Reviews

Fences

Laurence Fishburne and Angela Bassett give powerful performances in the Pasadena Playhouse’s splendid revival of August Wilson’s best known play.

Angela Bassett and Laurence Fishburne
in Fences
(© Craig Schwartz)
Angela Bassett and Laurence Fishburne
in Fences
(© Craig Schwartz)

There are all kinds of literal, emotional, and metaphorical barriers
in Fences, the sixth in playwright August Wilson’s 10-play cycle chronicling the African-American experience across the 20th century.
In the splendid, starry revival of Wilson’s Pulitzer Prize-winning drama at the Pasadena Playhouse, deftly directed by artistic director Sheldon Epps, every nuance of the piece is captured in the powerful performances of a strong cast led by A-list magnets Laurence Fishburne and Angela Bassett.

The literal fence is the one that garbage collector Troy Maxson (Fishburne) is building with his son Cory (Bryan Clark) in the backyard of their dilapidated Pittsburgh home in the summer of 1957. A former baseball player in the Negro League who never made it to the majors, Troy wears the disappointment of that unfulfilled dream like a tattered jersey that he can’t throw away. The anger that burns in him for this and other deeply felt inequities comes out in every brutal swing of the baseball bat he keeps near the back porch of the house.

Equal parts philosopher, jokester, and roguish romancer, Troy is also blindly self-centered — the true depth of this arrogance comes into sharp focus in Act II — and his already imposing physical presence takes a truly terrifying shape after one too many swigs of gin or disagreements over his harshly barked out orders. Fishburne manages to take this aggressive, complicated character and build him even bigger. He makes Troy a true force of nature, a howling hurricane of a man who has weathered so many accumulated storms of injustices that he feels completely warranted in devastating everything and everyone in his path.

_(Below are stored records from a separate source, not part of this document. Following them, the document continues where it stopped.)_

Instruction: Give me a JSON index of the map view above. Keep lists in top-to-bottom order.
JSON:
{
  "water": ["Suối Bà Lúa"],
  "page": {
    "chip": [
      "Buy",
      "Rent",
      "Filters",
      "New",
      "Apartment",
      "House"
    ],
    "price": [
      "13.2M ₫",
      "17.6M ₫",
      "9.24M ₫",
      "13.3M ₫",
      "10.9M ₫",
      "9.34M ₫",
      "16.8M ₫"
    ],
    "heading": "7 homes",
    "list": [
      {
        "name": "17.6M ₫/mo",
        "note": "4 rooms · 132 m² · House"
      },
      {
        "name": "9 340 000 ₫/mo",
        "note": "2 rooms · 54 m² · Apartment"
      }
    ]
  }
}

Primarily, that means his family: his wife of 18 years, Rose (Bassett); his two boys, struggling musician Lyons (Kadeem Hardison) and athlete Cory; and
his brother, Gabriel (the affecting Orlando Jones), who was brain-damaged in the war and is now Troy’s responsibility. The fence that is gradually built around the family home during the course of the show becomes a visual metaphor for the layers of protection that Troy installs to protect his distorted view of the world.

“Some folks build fences to keep people out; others build fences to keep people in,” observes Troy’s longtime friend Bono (a thoughtful and highly entertaining
Wendell Pierce). The most obvious example of this is Troy’s explosive relationship with Cory, whom he forbids to accept an athletic scholarship. Cory’s
efforts to stand up to his father and live his own dreams are crushed by Troy’s absolute refusal to dismantle the emotional fence he has constructed
between them, a stance that forces his son to take extreme action. Cory’s reappearance in the final scene, which takes place eight years after the bulk of the action, elicited gasps of surprise from the audience as the path that he took was made clear.

Even more painful is Troy’s betrayal of his devoted wife. If Troy is the hurricane, then Rose is the deeply rooted tree that endures the tempest, suffers the consequences, yet never lets go. Bassett fills Rose with dignity, compassion, and maternal love, but she also freezes with bitter cold resentment and can match the volatile Fishburne with a wild intensity all her own.

Mention must also be made of the brief but charming appearance of Victoria Matthews as the self-assured Raynell, whose role in this familial drama cannot
be revealed without spilling secrets that are better kept quiet. Suffice it to say that the character makes it clear where she comes from and where she belongs — and this is all that’s needed.

Fences has often been described as Wilson’s most accessible work, with good reason. Specific in its exploration of the burdens carried by African-Americans during the 1950s and 1960s, the play is also appealingly universal in its depiction of the human drama. Whether literal or figurative, a fence is a means of marking territory that’s not to be crossed without permission. The lesson Troy has such difficulty learning is that fences come with gates. Protection remains, but access is possible.